1Q
- Accoppiamenti iniziali: metà campo Pesaro: Wright-Foreman-Pajola, Bluiett-Belinelli, Cinciarini-Cordinier, Mazzola-Shengelia, Totè-Mickey; metà campo Virtus: Pajola-Cinciarini, Belinelli-Bluiett, Cordinier-Wright-Foreman, Shengelia-Mazzola, Mickey-Totè.
- Difesa inizialmente contenitiva della Virtus sui P&R pesaresi: lieve accenno di show di Shengelia e Mickey, ben presto trasformati in drop. Fondamentale il jumper dalla media di Totè per aprire un minimo il campo sulle penetrazioni.
- Obiettivo primario della Virtus per entrare in ritmo: ricerca della ricezione dinamica in post di Shengelia, per evitare raddoppi o aiuti da fermo in supporto di Mazzola. Pesaro non cambia ma segue, non aiuta su ricezione e non cambia sui blocchi: sistema affidato sull’attenzione individuale, dall’alto coefficiente di potenziale e di rischio.
- Il fine di intasare l’area sulle Iverson series – doppio blocco orizzontale per la ricezione di Wright-Foreman in entrata nei giochi – di Pesaro è inizialmente raggiunto bene dalla Virtus: sempre un corpo tra l’handler e il canestro tramite drop e under, via per il ferro preclusa tassativamente.
- 2 palle perse consecutive della Virtus, frutto di superficialità dei trattatori virtussini ma anche del focus della difesa di Pesaro sulla copertura a zona del lato debole. Curiosità per vedere quanto e quando la Virtus inizierà a giocare costantemente P&R.
- Più energia per compensare le percentuali: la Virtus, se non droppa ma non vuole comunque ruotare, cambia – difesa comunque meno dispendiosa di un raddoppio più o meno prolungato sul portatore; Pesaro punisce con intensità a rimbalzo offensivo.
- Belinelli non ha a Pesaro – fisiologicamente, a meno di 48h dall’ultimo impegno e in vista dell’ultimo doppio turno di EL – il primo passo off ball per crearsi vantaggio prima del pin down, allora la Virtus porta blocchi orizzontali sul perimetro per il proprio capitano. Ottima lettura in game per la squadra di Banchi.
- Bellissimo set virtussino per l’and one schiacciato da Shengelia: in una gara dove la parola “transizione” è bandita dal vocabolario – almeno per gli uomini di rotazione di Eurolega – giocare con tutti i 24″ a disposizione è un banco di prova per la pazienza e l’esecuzione delle Vu Nere.

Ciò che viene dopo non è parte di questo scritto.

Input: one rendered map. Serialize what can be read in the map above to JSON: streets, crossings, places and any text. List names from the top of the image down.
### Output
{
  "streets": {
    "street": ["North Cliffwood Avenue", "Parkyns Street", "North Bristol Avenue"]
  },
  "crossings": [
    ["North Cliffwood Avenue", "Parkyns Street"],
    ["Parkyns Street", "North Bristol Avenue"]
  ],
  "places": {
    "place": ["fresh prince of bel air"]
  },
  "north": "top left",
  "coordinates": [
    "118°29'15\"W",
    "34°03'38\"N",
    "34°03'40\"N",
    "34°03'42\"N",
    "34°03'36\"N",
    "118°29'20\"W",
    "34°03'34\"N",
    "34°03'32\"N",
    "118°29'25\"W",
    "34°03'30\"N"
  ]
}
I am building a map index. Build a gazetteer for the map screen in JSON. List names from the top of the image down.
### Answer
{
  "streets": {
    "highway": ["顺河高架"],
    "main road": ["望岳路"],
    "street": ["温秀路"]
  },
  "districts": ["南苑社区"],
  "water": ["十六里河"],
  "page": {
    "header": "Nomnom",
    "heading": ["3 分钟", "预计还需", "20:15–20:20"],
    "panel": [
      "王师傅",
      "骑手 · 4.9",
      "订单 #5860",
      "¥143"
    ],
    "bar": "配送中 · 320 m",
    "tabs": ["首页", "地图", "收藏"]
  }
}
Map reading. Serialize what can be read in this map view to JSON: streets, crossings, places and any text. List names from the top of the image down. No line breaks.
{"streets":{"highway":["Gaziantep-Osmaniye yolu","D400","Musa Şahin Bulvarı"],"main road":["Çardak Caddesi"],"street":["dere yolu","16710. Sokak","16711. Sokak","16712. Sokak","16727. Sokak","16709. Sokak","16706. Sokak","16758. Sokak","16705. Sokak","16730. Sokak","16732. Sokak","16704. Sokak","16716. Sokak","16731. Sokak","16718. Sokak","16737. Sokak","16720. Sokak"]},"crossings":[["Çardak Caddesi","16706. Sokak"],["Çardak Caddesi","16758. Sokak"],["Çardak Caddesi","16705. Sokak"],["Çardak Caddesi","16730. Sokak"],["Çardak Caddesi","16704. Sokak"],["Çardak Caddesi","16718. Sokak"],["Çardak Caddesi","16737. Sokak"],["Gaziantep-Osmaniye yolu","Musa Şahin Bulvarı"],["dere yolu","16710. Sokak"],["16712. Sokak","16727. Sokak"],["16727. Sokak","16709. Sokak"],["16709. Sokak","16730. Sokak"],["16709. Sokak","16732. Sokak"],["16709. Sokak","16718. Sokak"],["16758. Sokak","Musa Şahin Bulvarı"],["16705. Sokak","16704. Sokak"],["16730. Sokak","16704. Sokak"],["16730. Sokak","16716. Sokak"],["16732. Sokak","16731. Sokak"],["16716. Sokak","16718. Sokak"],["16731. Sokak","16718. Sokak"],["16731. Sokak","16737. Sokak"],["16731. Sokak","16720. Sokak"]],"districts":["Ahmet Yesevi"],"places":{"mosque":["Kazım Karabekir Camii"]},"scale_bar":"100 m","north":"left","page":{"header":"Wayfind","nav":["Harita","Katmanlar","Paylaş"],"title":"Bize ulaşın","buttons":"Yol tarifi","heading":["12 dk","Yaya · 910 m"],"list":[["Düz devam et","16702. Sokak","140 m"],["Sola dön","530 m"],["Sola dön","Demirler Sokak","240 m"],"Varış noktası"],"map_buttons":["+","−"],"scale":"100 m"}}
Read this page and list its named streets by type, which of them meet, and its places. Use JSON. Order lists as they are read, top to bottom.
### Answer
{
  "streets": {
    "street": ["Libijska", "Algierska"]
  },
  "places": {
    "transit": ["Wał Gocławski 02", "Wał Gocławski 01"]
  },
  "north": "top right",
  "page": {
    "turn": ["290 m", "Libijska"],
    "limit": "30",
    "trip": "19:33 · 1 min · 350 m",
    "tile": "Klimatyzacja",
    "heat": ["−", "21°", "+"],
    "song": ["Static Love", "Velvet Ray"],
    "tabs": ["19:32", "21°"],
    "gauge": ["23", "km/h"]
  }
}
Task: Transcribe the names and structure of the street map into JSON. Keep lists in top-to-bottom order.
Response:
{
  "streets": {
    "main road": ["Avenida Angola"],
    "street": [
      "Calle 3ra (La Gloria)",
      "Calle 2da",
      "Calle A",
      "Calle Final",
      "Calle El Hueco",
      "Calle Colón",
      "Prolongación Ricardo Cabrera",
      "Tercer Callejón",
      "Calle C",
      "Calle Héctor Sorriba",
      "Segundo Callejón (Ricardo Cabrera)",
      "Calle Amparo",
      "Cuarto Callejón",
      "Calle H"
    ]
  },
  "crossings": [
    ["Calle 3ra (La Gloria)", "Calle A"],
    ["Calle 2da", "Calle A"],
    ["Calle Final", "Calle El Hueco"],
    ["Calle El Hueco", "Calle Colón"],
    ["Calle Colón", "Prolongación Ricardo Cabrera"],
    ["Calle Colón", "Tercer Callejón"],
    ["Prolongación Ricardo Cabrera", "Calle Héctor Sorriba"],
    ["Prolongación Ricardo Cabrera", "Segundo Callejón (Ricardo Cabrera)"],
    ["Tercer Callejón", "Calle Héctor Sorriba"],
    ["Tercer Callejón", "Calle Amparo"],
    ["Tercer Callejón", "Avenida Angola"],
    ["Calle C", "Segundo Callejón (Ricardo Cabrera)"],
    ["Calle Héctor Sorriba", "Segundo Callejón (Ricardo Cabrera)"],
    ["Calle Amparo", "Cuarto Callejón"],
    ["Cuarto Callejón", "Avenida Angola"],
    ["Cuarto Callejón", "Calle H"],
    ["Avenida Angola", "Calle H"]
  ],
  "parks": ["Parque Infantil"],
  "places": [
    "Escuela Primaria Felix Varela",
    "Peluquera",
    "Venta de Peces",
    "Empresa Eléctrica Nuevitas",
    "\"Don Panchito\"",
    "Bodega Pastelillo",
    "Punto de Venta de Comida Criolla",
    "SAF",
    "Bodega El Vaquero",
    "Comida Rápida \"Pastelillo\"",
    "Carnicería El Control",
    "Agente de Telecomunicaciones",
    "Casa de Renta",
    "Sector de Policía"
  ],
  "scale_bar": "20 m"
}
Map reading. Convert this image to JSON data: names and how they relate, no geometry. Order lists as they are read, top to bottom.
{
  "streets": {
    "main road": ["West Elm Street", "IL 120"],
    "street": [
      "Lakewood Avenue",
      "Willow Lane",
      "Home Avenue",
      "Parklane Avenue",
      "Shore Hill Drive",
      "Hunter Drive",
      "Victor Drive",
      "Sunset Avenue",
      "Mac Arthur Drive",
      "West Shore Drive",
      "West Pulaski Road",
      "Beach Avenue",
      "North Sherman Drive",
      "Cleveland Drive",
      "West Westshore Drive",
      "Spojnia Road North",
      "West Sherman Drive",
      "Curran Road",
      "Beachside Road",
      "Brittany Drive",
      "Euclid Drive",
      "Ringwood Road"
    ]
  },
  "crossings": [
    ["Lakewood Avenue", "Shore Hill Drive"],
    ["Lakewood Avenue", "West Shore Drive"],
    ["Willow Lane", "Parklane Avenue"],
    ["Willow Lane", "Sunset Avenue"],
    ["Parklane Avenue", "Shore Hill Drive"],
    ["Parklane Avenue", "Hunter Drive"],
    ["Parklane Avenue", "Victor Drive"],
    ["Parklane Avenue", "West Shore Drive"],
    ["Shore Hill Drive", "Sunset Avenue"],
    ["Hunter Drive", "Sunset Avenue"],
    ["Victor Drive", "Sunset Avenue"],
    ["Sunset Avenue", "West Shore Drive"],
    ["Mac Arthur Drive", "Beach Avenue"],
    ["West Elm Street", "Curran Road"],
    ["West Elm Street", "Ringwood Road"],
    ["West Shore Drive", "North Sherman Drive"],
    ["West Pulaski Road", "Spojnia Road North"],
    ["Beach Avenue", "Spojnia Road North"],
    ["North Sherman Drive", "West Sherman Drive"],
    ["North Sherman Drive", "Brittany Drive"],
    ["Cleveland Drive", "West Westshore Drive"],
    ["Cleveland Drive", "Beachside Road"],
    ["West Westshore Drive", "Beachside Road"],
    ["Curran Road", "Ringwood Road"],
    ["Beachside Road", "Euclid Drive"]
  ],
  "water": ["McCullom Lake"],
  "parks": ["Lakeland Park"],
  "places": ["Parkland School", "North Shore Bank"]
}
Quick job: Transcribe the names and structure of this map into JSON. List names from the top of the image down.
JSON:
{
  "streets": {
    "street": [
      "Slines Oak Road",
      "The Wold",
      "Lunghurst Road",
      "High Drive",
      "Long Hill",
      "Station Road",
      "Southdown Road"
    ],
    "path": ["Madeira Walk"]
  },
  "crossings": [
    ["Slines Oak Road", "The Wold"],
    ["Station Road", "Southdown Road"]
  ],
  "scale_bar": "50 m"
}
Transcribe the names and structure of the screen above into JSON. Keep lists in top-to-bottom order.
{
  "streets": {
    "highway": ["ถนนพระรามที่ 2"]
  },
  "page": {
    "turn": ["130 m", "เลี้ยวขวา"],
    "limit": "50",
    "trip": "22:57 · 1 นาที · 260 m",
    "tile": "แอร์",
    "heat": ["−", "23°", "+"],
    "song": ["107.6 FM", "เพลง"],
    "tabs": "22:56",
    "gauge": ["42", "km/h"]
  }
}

Stagger entry per Cordinier, slip di Belinelli per forzare una decisione sul P&R tra due guardie, scarico in angolo e attacco del closeout.
- Aggiustamento a seconda degli handler di Sacchetti: la difesa su Bamforth è deny, con Cordinier in missione per evitare la ricezione dell’ex Sassari.
- Primi P&R giocati dalla Virtus con Cordinier e Mascolo al limitare del primo quarto. Prime decisioni di Pesaro: drop profonda e scommettere su percentuali dalla media dei bianconeri.
- Confronto tra califfi tra Totè e Zizic: Pesaro cerca di giocare P&R in seguito a una ricezione al gomito del #35 o iniziare il gioco a due a partire da un consegnato, in modo da allontanare già prima del blocco il croato dal pitturato – ottima difesa di Lundberg sul punto d’attacco nei primi possessi. Risposta della Virtus: portare il P&R di Ante come secondo blocco dell’azione per rendere inevitabile l’hedge di Totè – Pesaro droppa sul primo blocco e scivola sul secondo – e sfruttare le rotazioni generate sul perimetro.
- I rimbalzi offensivi dei 4, da una parte (Shengelia) e dall’altra (McDuffie), sono la singola voce del tabellino più straordinaria. Motivi di fisicità da una parte e applicazione atletica dall’altra.